Go through the lines below, tally those that include the word "setLineDash", and give only the tally.

▶ THE DATA:
'''
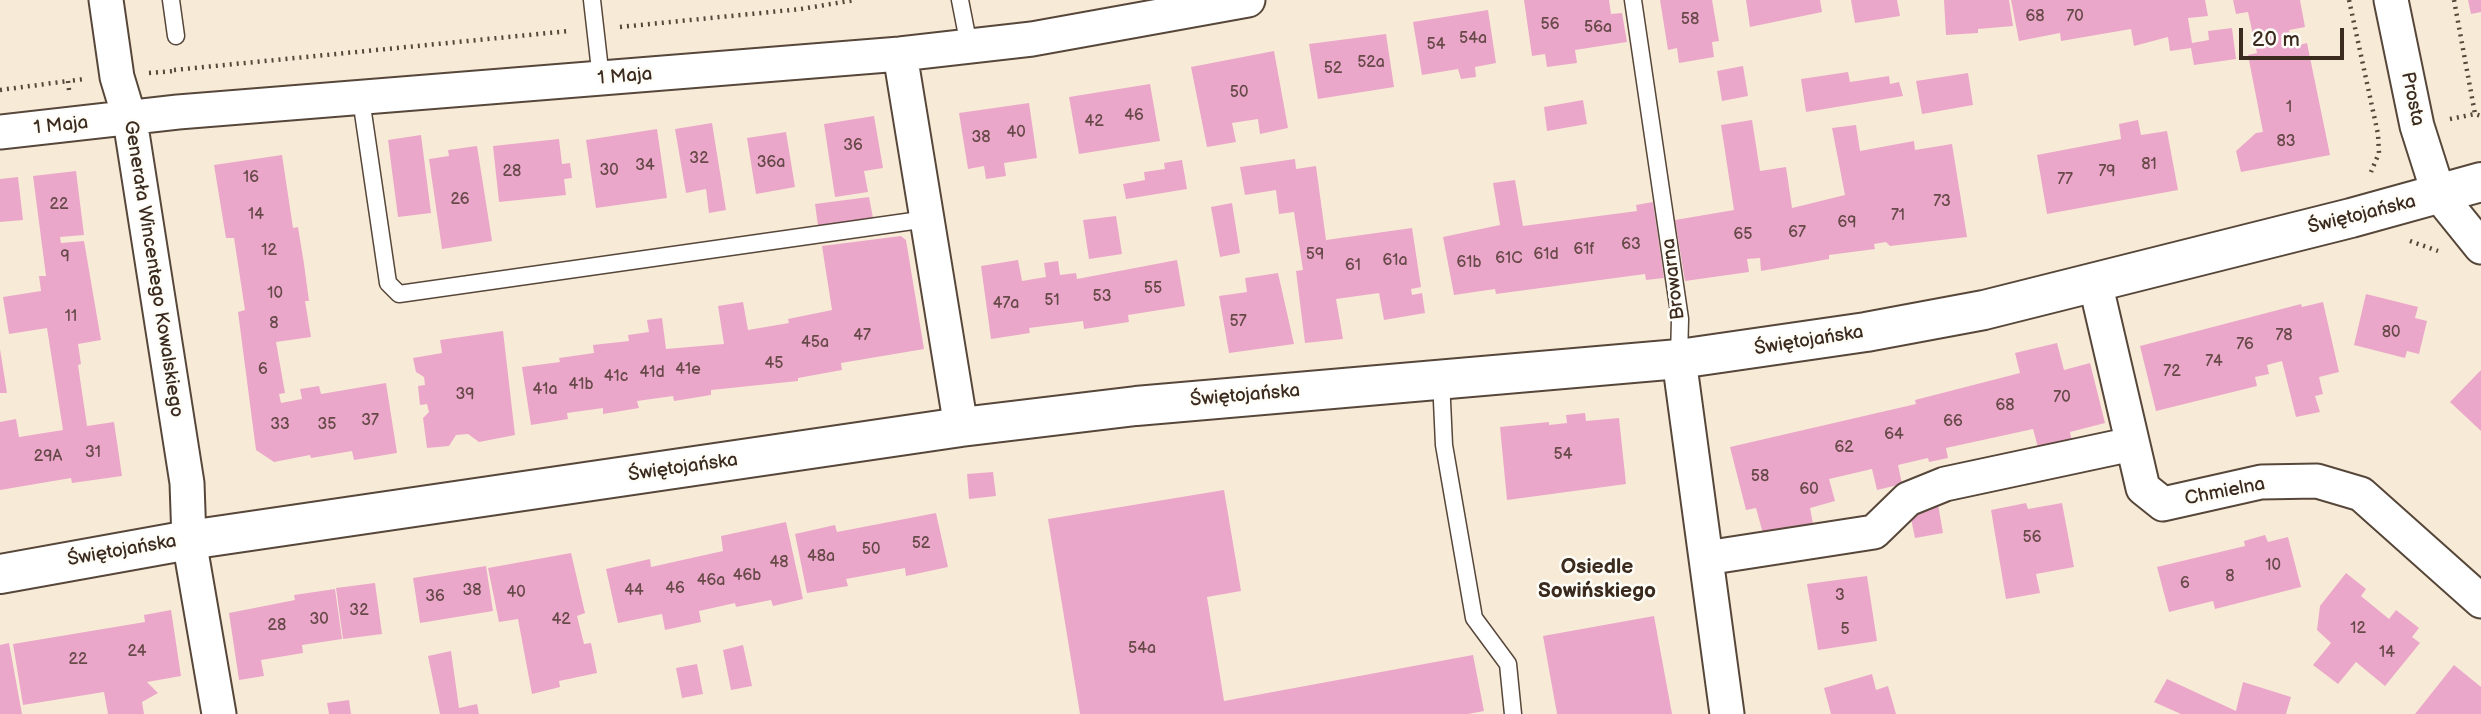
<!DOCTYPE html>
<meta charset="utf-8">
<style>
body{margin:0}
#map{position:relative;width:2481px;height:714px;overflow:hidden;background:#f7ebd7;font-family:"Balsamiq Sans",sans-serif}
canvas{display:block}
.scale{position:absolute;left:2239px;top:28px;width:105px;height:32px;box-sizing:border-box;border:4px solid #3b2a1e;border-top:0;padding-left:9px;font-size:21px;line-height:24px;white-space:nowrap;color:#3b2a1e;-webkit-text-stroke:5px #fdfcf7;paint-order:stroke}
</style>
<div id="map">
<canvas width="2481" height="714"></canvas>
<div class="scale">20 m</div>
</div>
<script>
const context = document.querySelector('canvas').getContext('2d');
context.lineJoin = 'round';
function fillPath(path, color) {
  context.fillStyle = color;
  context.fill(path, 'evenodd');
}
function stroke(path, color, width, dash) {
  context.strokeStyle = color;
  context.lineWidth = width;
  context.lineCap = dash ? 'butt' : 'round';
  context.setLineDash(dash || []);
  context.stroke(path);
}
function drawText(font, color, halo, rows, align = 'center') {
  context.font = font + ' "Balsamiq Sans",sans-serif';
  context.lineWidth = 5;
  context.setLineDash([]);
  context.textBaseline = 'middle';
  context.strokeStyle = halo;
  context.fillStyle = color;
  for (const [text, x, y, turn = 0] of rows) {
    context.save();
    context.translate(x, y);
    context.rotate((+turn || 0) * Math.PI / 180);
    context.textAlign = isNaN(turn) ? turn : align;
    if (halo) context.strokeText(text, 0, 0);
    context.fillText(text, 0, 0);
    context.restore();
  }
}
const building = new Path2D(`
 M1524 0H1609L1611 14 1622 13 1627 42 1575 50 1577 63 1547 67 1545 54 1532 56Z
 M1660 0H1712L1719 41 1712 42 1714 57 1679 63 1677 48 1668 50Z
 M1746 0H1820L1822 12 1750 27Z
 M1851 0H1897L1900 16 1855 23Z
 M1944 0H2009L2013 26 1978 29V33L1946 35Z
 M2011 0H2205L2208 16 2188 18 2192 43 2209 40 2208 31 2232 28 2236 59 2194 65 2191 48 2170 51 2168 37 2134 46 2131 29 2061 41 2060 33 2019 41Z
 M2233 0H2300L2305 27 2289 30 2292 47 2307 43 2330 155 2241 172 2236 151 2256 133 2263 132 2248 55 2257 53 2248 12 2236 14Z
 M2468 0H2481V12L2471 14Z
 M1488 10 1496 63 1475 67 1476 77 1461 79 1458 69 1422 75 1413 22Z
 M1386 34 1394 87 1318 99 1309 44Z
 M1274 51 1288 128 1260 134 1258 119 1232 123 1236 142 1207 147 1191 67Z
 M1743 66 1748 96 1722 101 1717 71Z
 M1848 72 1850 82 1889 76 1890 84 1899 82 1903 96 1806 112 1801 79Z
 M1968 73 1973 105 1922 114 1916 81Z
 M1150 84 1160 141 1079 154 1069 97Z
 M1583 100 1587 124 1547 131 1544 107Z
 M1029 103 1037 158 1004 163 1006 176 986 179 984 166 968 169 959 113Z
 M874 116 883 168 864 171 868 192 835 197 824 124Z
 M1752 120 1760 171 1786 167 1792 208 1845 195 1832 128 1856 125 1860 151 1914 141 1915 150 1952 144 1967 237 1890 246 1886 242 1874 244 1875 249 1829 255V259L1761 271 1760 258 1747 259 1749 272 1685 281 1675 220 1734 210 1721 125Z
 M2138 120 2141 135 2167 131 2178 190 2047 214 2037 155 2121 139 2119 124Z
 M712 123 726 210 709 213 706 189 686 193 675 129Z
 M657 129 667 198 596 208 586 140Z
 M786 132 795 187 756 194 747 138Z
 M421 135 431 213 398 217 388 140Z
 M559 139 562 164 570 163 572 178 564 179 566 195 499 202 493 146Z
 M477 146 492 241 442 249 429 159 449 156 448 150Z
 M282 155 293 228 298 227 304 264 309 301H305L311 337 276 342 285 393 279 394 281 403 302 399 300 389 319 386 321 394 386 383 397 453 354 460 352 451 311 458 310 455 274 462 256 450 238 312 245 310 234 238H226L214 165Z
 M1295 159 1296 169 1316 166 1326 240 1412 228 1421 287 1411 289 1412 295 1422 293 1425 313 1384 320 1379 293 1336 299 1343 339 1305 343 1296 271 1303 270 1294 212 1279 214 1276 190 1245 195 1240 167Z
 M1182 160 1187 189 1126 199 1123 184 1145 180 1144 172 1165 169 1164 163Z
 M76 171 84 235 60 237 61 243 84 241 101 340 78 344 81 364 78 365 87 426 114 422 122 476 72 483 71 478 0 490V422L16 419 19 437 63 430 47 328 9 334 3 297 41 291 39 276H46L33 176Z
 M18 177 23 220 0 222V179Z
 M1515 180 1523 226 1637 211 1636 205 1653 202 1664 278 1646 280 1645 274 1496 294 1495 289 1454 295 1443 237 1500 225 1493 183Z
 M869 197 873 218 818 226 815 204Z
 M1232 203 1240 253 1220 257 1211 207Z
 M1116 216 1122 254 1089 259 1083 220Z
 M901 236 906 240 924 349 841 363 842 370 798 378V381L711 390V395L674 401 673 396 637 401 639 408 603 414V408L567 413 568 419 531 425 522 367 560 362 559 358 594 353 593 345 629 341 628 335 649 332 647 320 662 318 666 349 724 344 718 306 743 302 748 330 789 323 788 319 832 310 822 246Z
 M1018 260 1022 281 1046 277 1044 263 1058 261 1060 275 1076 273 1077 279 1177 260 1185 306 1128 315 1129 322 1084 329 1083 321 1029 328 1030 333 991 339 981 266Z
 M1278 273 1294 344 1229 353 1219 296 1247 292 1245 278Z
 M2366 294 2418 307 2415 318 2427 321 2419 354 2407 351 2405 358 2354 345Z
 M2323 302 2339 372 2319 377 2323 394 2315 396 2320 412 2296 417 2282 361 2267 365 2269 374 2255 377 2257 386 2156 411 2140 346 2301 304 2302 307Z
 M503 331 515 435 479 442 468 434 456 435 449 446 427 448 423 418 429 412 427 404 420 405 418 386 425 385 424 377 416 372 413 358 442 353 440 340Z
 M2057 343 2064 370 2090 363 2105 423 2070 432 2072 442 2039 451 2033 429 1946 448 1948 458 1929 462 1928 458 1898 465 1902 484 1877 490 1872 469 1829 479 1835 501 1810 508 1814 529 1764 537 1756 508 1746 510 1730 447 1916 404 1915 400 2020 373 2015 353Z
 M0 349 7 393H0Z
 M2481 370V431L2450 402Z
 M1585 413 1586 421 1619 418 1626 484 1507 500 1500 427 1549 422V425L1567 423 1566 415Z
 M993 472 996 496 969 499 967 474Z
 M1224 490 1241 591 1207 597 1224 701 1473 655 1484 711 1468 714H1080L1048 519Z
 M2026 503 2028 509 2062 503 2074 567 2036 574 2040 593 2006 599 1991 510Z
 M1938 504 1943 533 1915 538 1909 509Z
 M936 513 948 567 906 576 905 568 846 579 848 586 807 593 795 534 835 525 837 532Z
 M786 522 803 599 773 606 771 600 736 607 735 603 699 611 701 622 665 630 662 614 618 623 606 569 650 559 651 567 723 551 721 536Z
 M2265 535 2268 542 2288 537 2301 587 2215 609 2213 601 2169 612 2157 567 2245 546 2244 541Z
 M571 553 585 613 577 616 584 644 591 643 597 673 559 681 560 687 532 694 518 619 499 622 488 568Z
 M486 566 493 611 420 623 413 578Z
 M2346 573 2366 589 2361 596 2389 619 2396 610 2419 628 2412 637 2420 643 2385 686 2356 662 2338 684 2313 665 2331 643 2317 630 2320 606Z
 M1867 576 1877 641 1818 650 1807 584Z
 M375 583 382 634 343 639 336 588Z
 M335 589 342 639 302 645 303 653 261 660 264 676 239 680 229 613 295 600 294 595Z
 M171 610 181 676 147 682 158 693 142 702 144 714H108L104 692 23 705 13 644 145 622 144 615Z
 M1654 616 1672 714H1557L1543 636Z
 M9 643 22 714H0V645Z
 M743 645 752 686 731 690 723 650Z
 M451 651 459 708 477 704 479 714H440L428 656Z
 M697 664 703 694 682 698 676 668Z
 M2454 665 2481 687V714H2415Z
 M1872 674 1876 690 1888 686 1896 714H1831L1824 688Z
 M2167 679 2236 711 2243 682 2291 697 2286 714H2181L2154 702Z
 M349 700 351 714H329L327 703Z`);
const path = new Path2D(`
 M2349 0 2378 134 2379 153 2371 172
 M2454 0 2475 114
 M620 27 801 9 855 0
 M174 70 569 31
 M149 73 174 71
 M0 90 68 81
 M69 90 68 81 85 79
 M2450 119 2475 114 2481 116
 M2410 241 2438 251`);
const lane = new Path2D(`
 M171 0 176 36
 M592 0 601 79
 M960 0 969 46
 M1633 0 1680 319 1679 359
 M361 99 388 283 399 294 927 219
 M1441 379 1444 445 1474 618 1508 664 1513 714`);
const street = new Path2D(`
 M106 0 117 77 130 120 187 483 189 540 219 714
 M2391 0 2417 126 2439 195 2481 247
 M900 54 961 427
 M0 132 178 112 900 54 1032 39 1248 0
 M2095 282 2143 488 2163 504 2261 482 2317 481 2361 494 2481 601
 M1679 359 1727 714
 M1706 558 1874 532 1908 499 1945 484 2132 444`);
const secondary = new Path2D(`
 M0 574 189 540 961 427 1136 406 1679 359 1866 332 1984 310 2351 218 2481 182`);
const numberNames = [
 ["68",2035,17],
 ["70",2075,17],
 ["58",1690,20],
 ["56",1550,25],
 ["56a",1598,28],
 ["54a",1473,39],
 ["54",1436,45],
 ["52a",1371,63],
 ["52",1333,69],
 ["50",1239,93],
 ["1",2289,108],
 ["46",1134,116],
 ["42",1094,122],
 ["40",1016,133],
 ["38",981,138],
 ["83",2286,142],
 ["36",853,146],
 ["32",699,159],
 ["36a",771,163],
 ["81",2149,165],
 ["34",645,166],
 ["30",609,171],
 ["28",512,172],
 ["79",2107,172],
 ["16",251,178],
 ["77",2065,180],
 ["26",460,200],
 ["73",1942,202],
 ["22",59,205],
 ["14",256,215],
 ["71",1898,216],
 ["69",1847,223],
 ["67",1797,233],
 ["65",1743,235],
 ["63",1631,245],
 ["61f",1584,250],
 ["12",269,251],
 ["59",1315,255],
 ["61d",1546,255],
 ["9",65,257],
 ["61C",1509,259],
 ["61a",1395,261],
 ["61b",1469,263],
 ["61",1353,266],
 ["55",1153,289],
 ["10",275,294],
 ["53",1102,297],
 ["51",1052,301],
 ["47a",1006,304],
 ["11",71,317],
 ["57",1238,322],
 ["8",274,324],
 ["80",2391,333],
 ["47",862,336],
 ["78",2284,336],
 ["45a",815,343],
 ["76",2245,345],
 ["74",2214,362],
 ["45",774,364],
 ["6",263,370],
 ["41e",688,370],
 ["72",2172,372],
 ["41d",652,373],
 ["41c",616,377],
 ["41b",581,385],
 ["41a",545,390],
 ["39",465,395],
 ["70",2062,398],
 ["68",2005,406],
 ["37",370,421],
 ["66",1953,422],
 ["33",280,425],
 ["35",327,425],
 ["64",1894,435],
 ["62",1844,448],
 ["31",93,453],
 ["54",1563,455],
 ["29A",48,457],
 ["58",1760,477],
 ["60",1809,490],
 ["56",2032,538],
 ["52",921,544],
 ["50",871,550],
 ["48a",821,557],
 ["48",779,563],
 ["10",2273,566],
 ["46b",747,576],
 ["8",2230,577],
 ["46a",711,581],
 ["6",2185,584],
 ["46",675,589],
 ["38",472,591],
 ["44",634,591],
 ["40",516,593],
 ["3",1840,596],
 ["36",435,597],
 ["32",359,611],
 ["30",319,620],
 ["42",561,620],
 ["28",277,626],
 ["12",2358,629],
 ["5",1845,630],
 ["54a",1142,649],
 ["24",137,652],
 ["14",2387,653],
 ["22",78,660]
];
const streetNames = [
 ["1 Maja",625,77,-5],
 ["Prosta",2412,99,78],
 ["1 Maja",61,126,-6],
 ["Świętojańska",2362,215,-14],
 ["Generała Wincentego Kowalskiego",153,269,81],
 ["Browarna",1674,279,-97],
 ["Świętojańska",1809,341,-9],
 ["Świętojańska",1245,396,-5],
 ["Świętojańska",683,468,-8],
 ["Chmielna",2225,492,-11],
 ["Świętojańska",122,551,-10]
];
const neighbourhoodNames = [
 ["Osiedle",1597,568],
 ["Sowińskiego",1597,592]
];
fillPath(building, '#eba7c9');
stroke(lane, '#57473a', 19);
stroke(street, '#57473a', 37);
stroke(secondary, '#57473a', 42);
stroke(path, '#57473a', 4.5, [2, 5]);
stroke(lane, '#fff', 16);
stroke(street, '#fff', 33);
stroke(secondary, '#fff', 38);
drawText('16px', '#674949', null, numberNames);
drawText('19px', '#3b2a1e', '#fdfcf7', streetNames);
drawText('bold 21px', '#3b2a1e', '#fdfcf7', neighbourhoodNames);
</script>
'''
▶ RESULT BELOW: 2